El Frepap (Frente Popular Agrícola FIA del Perú) es la sensación de las elecciones congresales extraordinarias 2020. Esta agrupación política —reconocida oficialmente por las entidades electorales el 30 de septiembre de 1989 — ha irrumpido en el ajedrez político peruano, barriendo a partidos con larga trayectoria histórica y repercusión continental, como el Apra, muy menguado en la última de década a raíz de su viraje ideológico y performance en el Parlamento disuelto.

Como lo ocurrido con la crisis económica mundial de 2007 (que estalló en el corazón del capitalismo: Estados Unidos), nadie previó el ascenso de esta organización fundada por Ezequiel Ataucusi Gamonal. Según el conteo rápido al 100% de América TV/Ipsos, el Frepap ha ocupado el segundo lugar en la contienda electoral con un 8,9% de los votos válidos en todo el país, una cifra muy superior a la obtenida por el Partido Popular Cristiano (3,9%), el Partido Aprista Peruano (2,6%) o Solidaridad Nacional (1,4%).

"No se esperaba un resultado tan alto", señaló el analista político y profesor de la Universidad del Pacífico, Jeffrey Radzinsky, en una entrevista con RPP Noticias, más aún cuando esta agrupación —que se define nacionalista, ecologista y teocrática— "nunca ha tenido tanto peso electoral y político". Su arribo al Congreso ocurre 20 años después: en el 2000 tuvo dos representantes —así como dos legisladores en 1992 y uno en 1995—.

La cara ideológica

Ideológicamente, el Frepap es considerado un partido ortodoxo y de corte mesiánico. De hecho, algunos postulantes de procesos electorales anteriores señalaban que esta agrupación está estructurada bajo lineamientos de carácter divino o extramaterial. Actualmente, su número de afiliados supera los 40,000, un número mayor si lo comparamos con otros, entre ellos el de Fuerza Popular.

Ahora bien, qué elementos podrían explicar su súbita entrada al establishment político. Hay, en rigor, un entramado de causas. Quizás una de las más explicativas es el hecho de que, de acuerdo con Radzinsky, cuenta con un "núcleo duro" de seguidores religiosos, una "militancia sólida" que impide su desaparición del mapa político a pesar de las recurrentes derrotas en el plano electoral —por ejemplo, no logró conseguir escaños tantos en los comicios de 2001 como de 2006—.

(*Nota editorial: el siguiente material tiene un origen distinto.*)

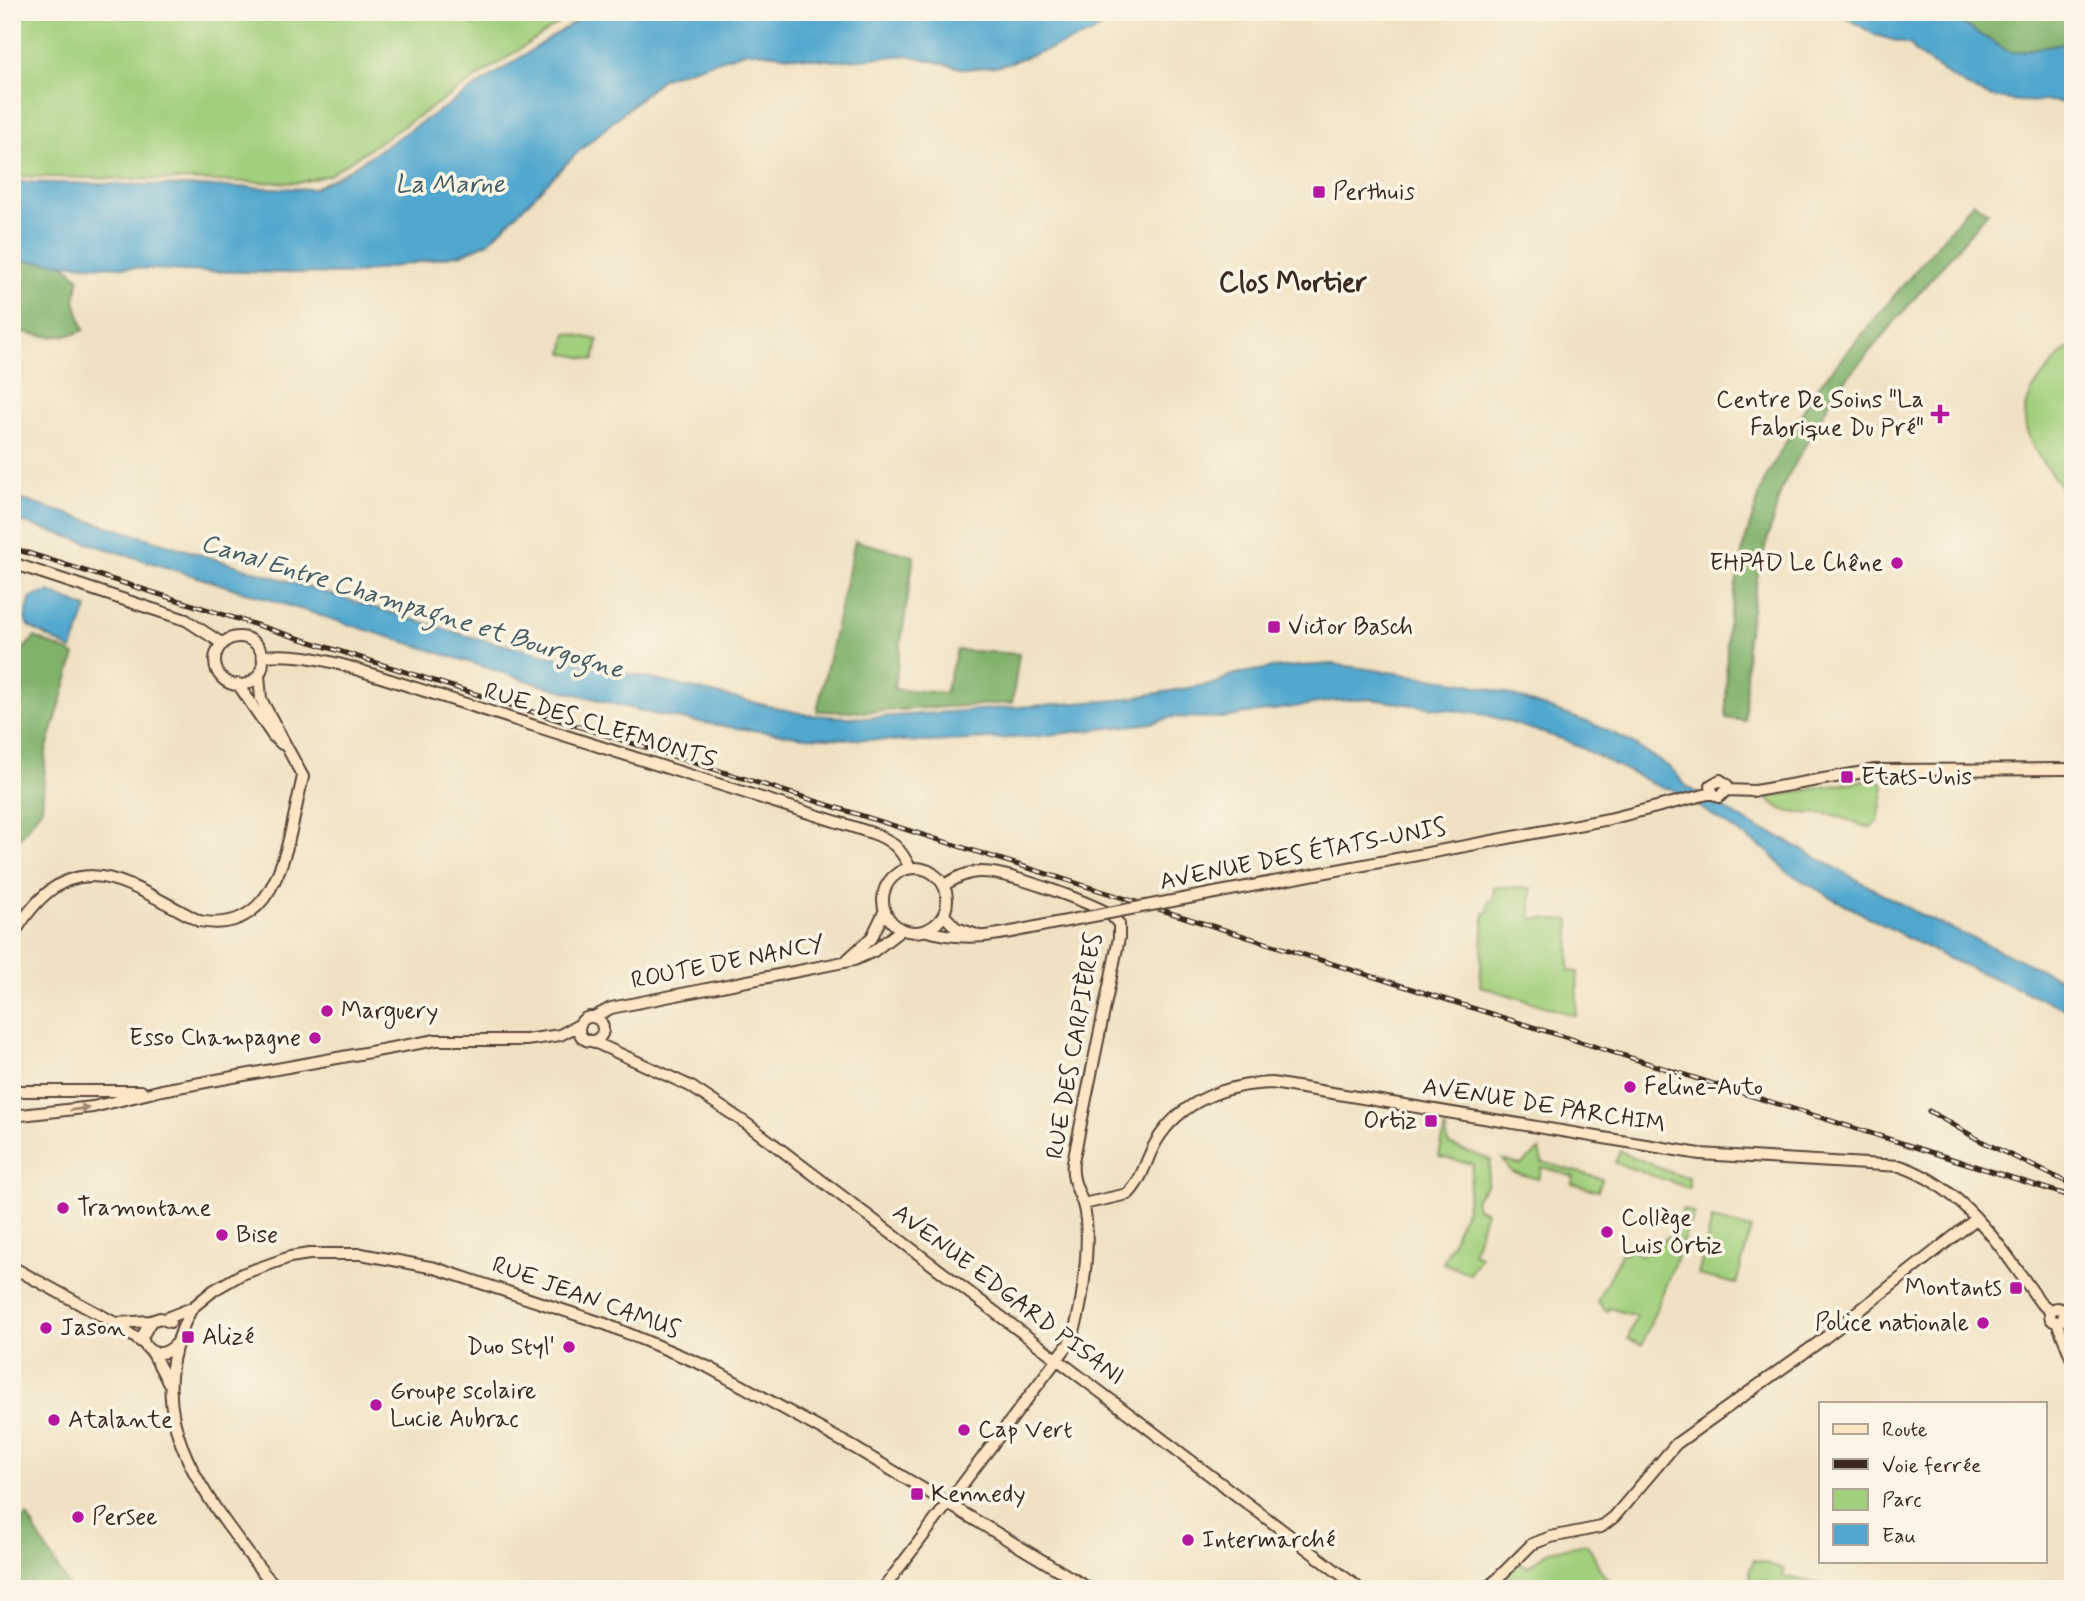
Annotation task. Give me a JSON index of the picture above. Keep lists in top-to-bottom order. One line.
{"streets":{"street":["RUE DES CLEFMONTS","AVENUE DES ÉTATS-UNIS","ROUTE DE NANCY","RUE DES CARPIÈRES","AVENUE DE PARCHIM","AVENUE EDGARD PISANI","RUE JEAN CAMUS"]},"crossings":[["RUE DES CLEFMONTS","AVENUE DES ÉTATS-UNIS"],["RUE DES CLEFMONTS","ROUTE DE NANCY"],["RUE DES CLEFMONTS","RUE DES CARPIÈRES"],["AVENUE DES ÉTATS-UNIS","ROUTE DE NANCY"],["AVENUE DES ÉTATS-UNIS","RUE DES CARPIÈRES"],["ROUTE DE NANCY","RUE DES CARPIÈRES"],["ROUTE DE NANCY","AVENUE EDGARD PISANI"],["RUE DES CARPIÈRES","AVENUE DE PARCHIM"],["RUE DES CARPIÈRES","AVENUE EDGARD PISANI"],["RUE DES CARPIÈRES","RUE JEAN CAMUS"]],"districts":["Clos Mortier"],"water":["La Marne","Canal Entre Champagne et Bourgogne"],"places":{"transit":["Perthuis","Victor Basch","Etats-Unis","Ortiz","Montants","Alizé","Kennedy"],"health":["Centre De Soins \"La Fabrique Du Pré\""],"other":["EHPAD Le Chêne","Marguery","Esso Champagne","Feline-Auto","Tramontane","Collège Luis Ortiz","Bise","Police nationale","Jason","Duo Styl'","Groupe scolaire Lucie Aubrac","Atalante","Cap Vert","Persee","Intermarché"]},"legend":["Route","Voie ferrée","Parc","Eau"]}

No obstante, la politicóloga Milagros Campos Ramos sostiene que el buen resultado no solo es subproducto del voto de su base, sino también de aquellos ciudadanos que discrepan del actual orden político. 

La dispersión y el fraccionamiento de los partidos de izquierda y de derecha —en total 21 participaron de esta batalla electoral— es a la vez otra razón del sorpasso. Jeffrey Radzinsky arguyó que ante esta escisión organizaciones pequeñas, como el Frepap, "tienen más opciones", un panorama que se suma al rechazo de un amplio sector del electorado a partidos tradicionales.

¿Más de lo mismo?

Una simple disección de los resultados, sin embargo, evidencia una especie de paradoja, al menos aparentemente en el universo ideológico y en cuestiones de transparencia y de lucha contra la corrupción. 

En 2002, el diario La República informó que Ezequiel Jonás Ataucusi Molina, hijo del patriarca, había sido detenido en Ayacucho por la Policía Nacional del Perú (PNP) por presunta tenencia ilegal de armas. Además, meses atrás Juan Noé Ataucusi Ospina, hijo mayor de Ezequiel Ataucusi Gamonal, acusó a su hermano Ezequiel Jonás Ataucusi Molina —ambos se disputan el liderazgo del partido— de apoderarse ilegalmente de más de 100 millones de soles de la iglesia Misión Israelita del Nuevo Pacto Universal, la cual fue fundada por su padre que falleció en el 2000.

Frente a estos agujeros negros y a sus posturas tildadas de conservadoras en torno a temas como el enfoque de género o el matrimonio entre personas del mismo sexo, Milagros Campos Ramos, exmiembro de la Comisión de Alto Nivel para la Reforma Política, cree que por ahora resulta poco apropiado deliberar —y, por consiguiente, tener una idea clara y diáfana— sobre cuáles son realmente los principios doctrinarios que defenderá el Frepap en el Congreso de la República. "Hay que escucharlos", sostuvo.